BEGIN

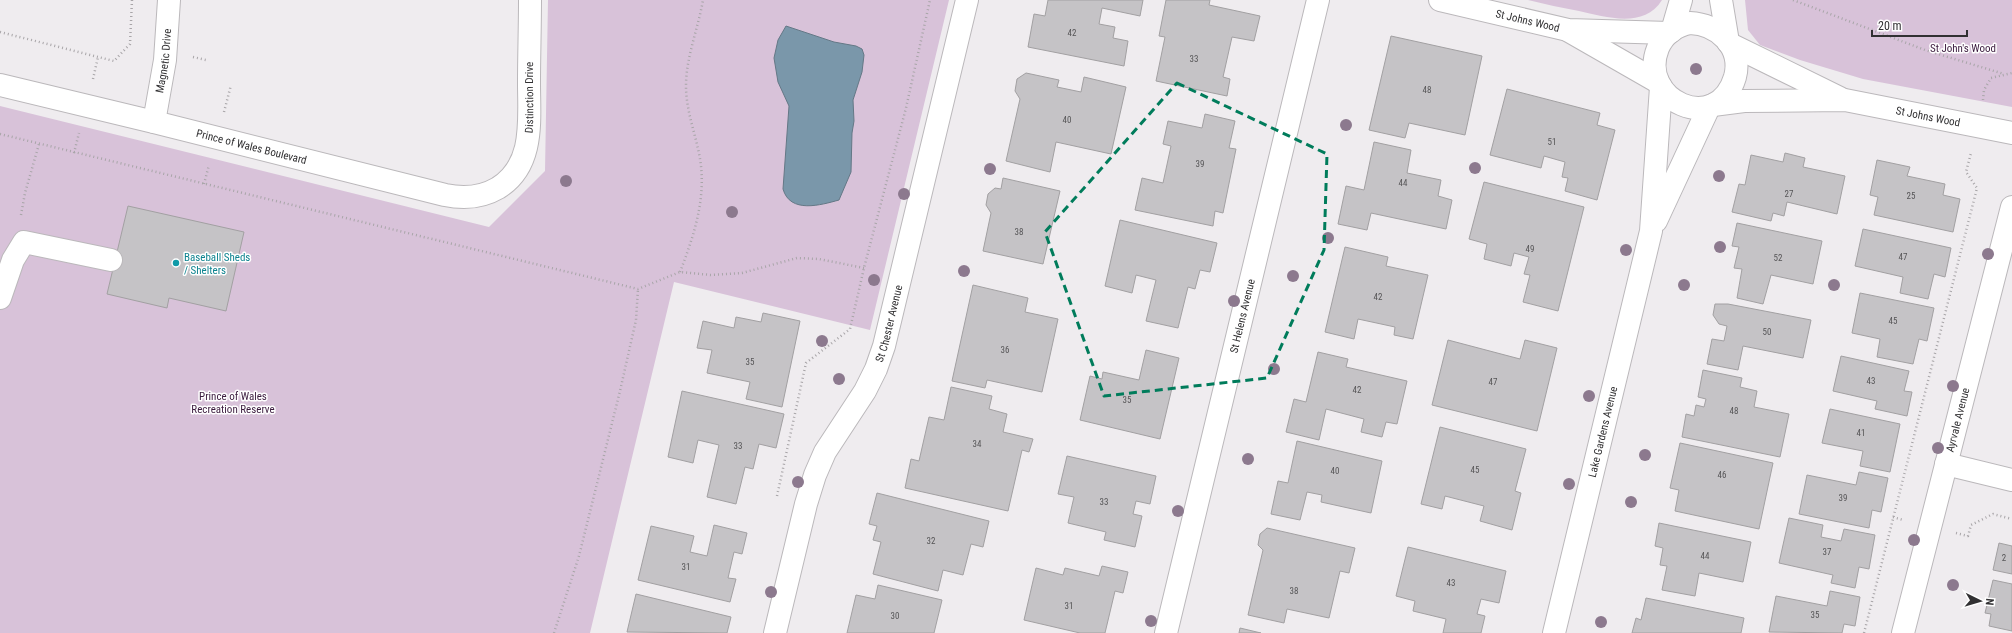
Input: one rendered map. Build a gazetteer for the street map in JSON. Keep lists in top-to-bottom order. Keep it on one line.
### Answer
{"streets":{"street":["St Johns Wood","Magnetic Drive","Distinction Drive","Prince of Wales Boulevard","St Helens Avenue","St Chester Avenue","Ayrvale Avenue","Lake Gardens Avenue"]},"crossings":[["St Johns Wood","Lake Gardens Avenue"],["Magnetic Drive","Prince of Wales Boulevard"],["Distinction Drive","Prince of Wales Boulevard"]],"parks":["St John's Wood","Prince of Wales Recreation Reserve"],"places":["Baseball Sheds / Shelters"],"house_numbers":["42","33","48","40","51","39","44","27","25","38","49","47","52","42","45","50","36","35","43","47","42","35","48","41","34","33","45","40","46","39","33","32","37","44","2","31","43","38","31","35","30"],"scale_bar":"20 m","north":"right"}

END

The lines above should be transcribed exactly, with every image removed.

Final answer:
Input: one rendered map. Build a gazetteer for the street map in JSON. Keep lists in top-to-bottom order. Keep it on one line.
### Answer
{"streets":{"street":["St Johns Wood","Magnetic Drive","Distinction Drive","Prince of Wales Boulevard","St Helens Avenue","St Chester Avenue","Ayrvale Avenue","Lake Gardens Avenue"]},"crossings":[["St Johns Wood","Lake Gardens Avenue"],["Magnetic Drive","Prince of Wales Boulevard"],["Distinction Drive","Prince of Wales Boulevard"]],"parks":["St John's Wood","Prince of Wales Recreation Reserve"],"places":["Baseball Sheds / Shelters"],"house_numbers":["42","33","48","40","51","39","44","27","25","38","49","47","52","42","45","50","36","35","43","47","42","35","48","41","34","33","45","40","46","39","33","32","37","44","2","31","43","38","31","35","30"],"scale_bar":"20 m","north":"right"}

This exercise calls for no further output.